We've been together for a year now, and for some reason I feel grad would be the perfect time

he said he won't pressure me into anything, but a year from now, who knows i might want him badly too

would it be a bad idea? do you think we'd still be together afterwards?

or do you think he'd leave me?

2007-04-22 18:43:35 · 44 answers · asked by Ichigo M 3 in Family & Relationships Singles & Dating

44 answers

i was 18 when i had sex for the first time and it was great unitl we broke up 11months later i wish i had not done it with that guy now we hate eachother and i tought he was the one when he came back into my life a litle over a year ago i wish i had said no just leave me alone but i thought i still loved him but it was just lust and he broke my heart again . so just wait this may not happen to you but it does happen

2007-04-22 19:03:46 · answer #1 · answered by jenn 1 · 1 0

It's not a bad idea, as long as you're protected...pill or patch or shot AND a condom. The hormonal forms of birth control have to be used for a few weeks before they're effective, so don't wait until the day you're planning to have sex to go and get protection.

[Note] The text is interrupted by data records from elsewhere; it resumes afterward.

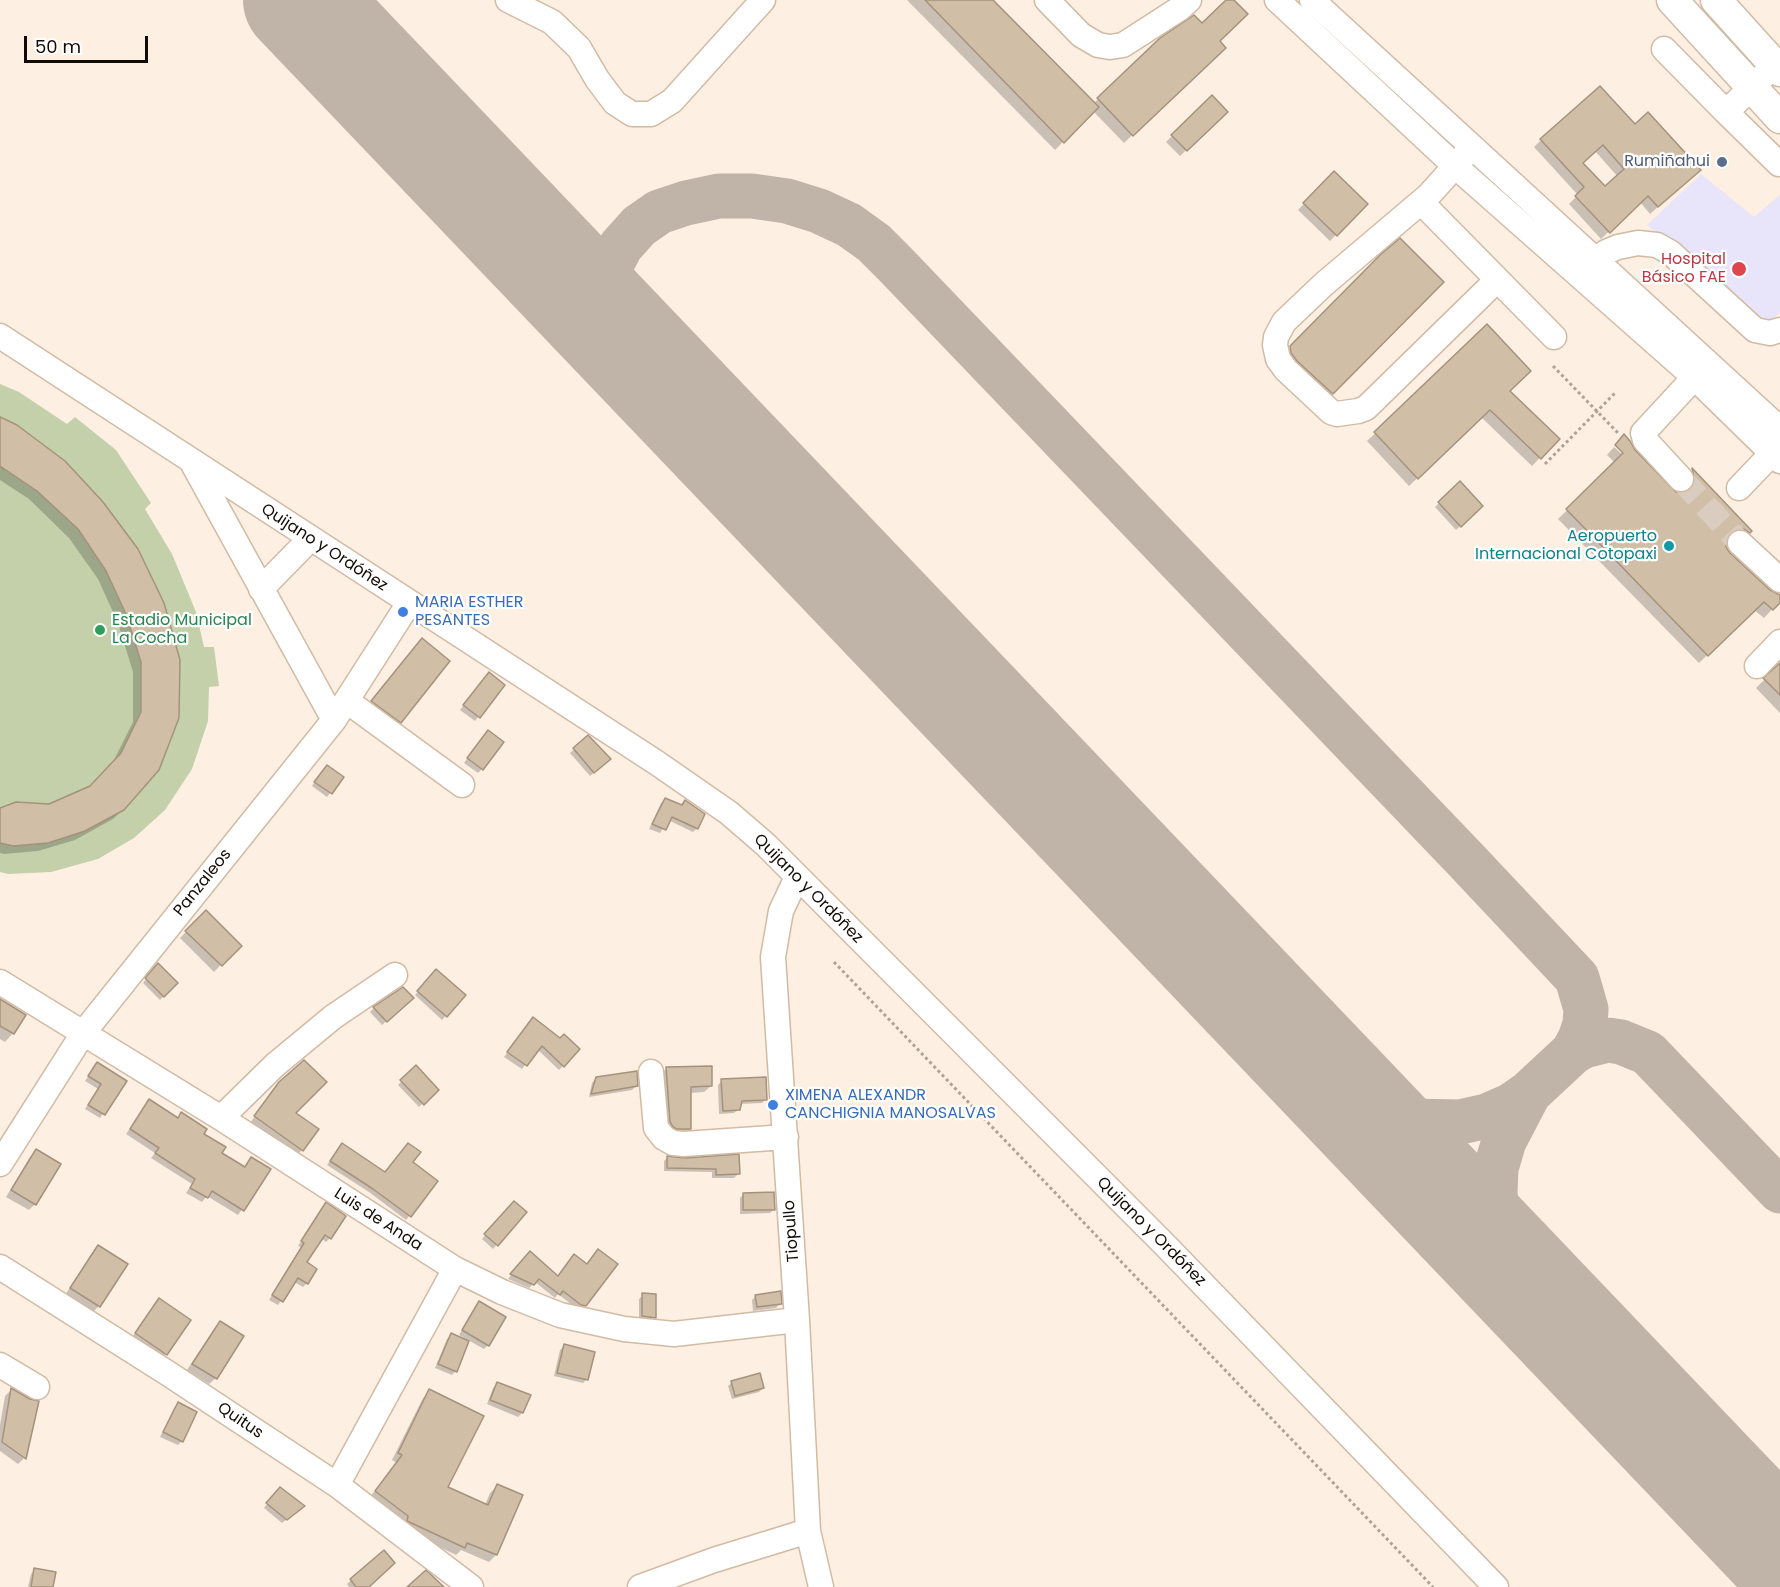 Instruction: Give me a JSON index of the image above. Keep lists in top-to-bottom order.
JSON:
{
  "streets": {
    "street": [
      "Quijano y Ordóñez",
      "Panzaleos",
      "Luis de Anda",
      "Tiopullo",
      "Quitus"
    ]
  },
  "crossings": [
    ["Quijano y Ordóñez", "Panzaleos"],
    ["Quijano y Ordóñez", "Tiopullo"],
    ["Panzaleos", "Luis de Anda"],
    ["Luis de Anda", "Tiopullo"]
  ],
  "places": [
    "Rumiñahui",
    "Hospital Básico FAE",
    "Aeropuerto Internacional Cotopaxi",
    "MARIA ESTHER PESANTES",
    "Estadio Municipal La Cocha",
    "XIMENA ALEXANDR CANCHIGNIA MANOSALVAS"
  ],
  "scale_bar": "50 m"
}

He won't leave you just because you had sex with him...but chances are that the relationship won't last the rest of your life. You may decide to go to school in different places and drift apart, or somthing else may happen.

Some people think they shouldn't have sex with anyone but the person that they marry. Others feel that it's better to have a little experience before marriage, so that they know what's out there and they're not always wondering what sex with another partner would be like. You just have to decide how you feel about it. In the end, you're the only one who knows what's best for you...a bunch of people on the internet can't really make such a personal decision for you.

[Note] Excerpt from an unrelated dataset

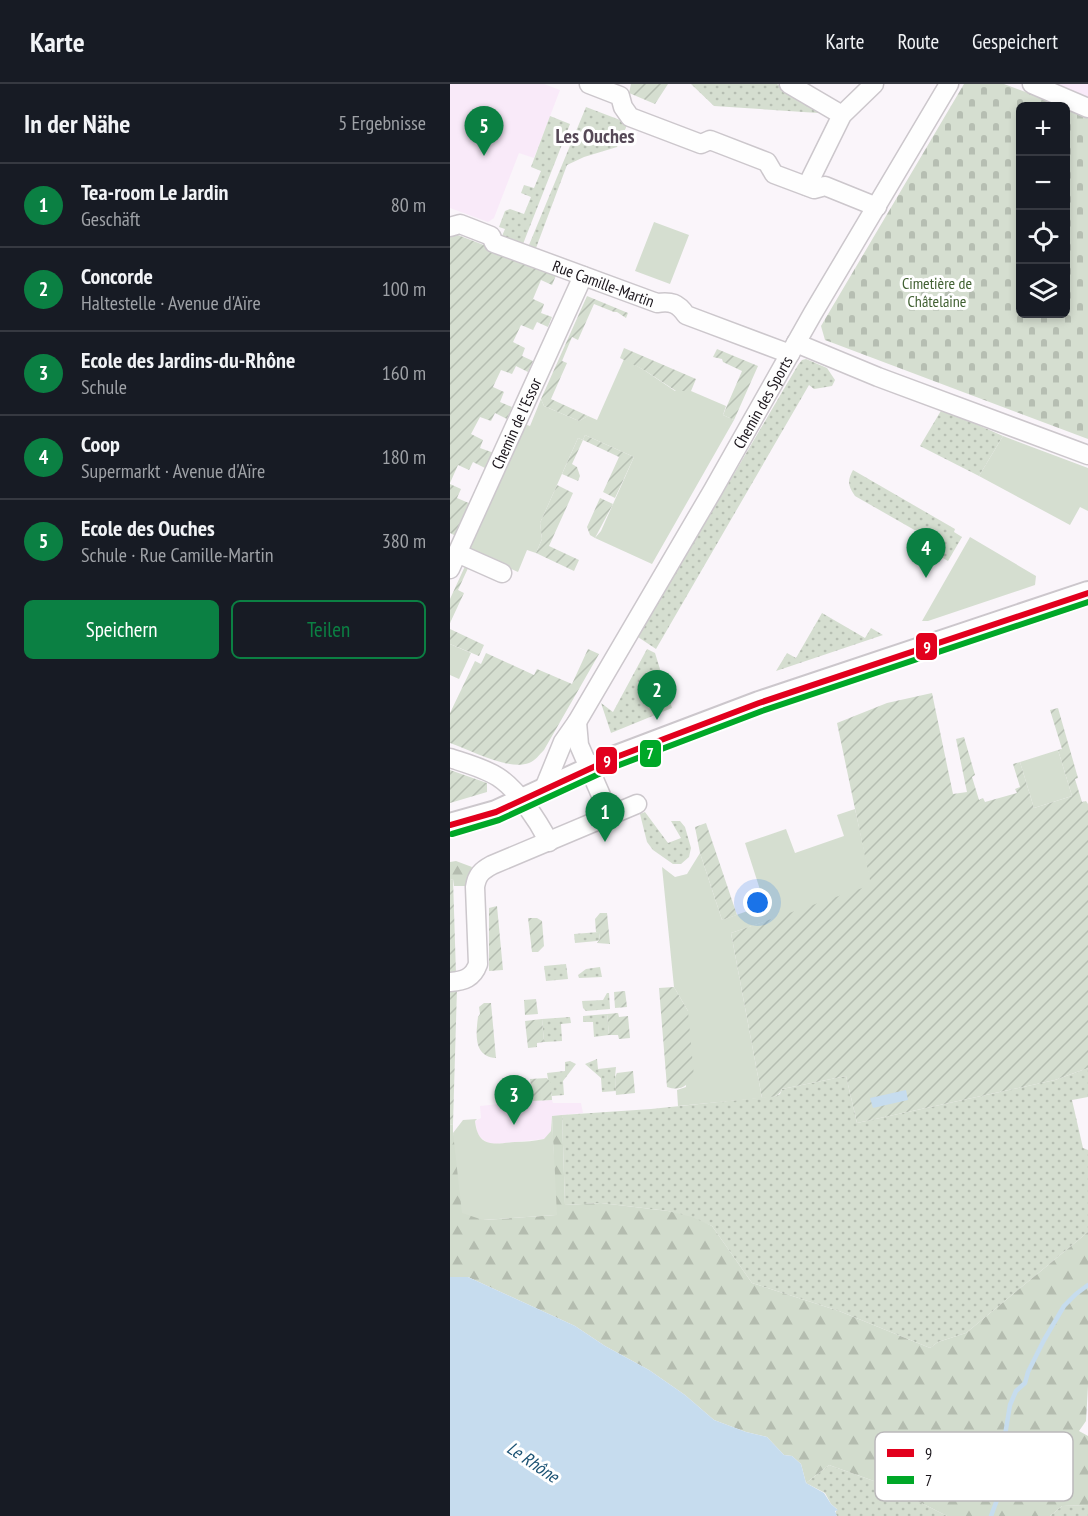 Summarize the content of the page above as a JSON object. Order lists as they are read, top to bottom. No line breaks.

2007-04-22 18:50:40 · answer #2 · answered by Judi 6 · 1 0

Girl let me tell you that whenever you feel is the good time, then go for it, it's good though that he is not pressuring you, in most cases guys are the ones pushing you into having sex. It's better to wait though, your not in a rush, are you? as long as you both love eachother is all good, and I don't think that you should worry too much about thinking if you two will still be together or not, what matters is the present and about making the right choices, since you been with him like for a year, it doesn't mean you have to do it. Just do what your heart tells you and Good Luck

2007-04-22 18:56:37 · answer #3 · answered by Babyblue 1 · 0 0

This is a question you need to ask yourself hun. All I can tell ya is you need to sit down and think what YOU want to do with your virginity and don't let anything change your mind :) Be strong, maybe he'll leave you maybe he won't hun....but if he leaves you because you don't give him any nookies, well then, he never did love you.Remember you can only give that to one person, once its gone you can't get it back. Think of the seriousness of what you are thinking....If I were you I would not put a set date on it.....when you decide the time is right then you will know.....It may or may not be with him. FYI he sounds like a good man by not pressuring you, but I would talk to my mother....mommas always know best and sweetheart she knows you better than we do. Good luck and if you do decide to do that, then always use protection with non-oxyl 9 spermicide.....be safe :) But from the way it sounds at the moment, no you are not ready....you're questioning yourself too much and not sure about it...when you're ready you will know it. :)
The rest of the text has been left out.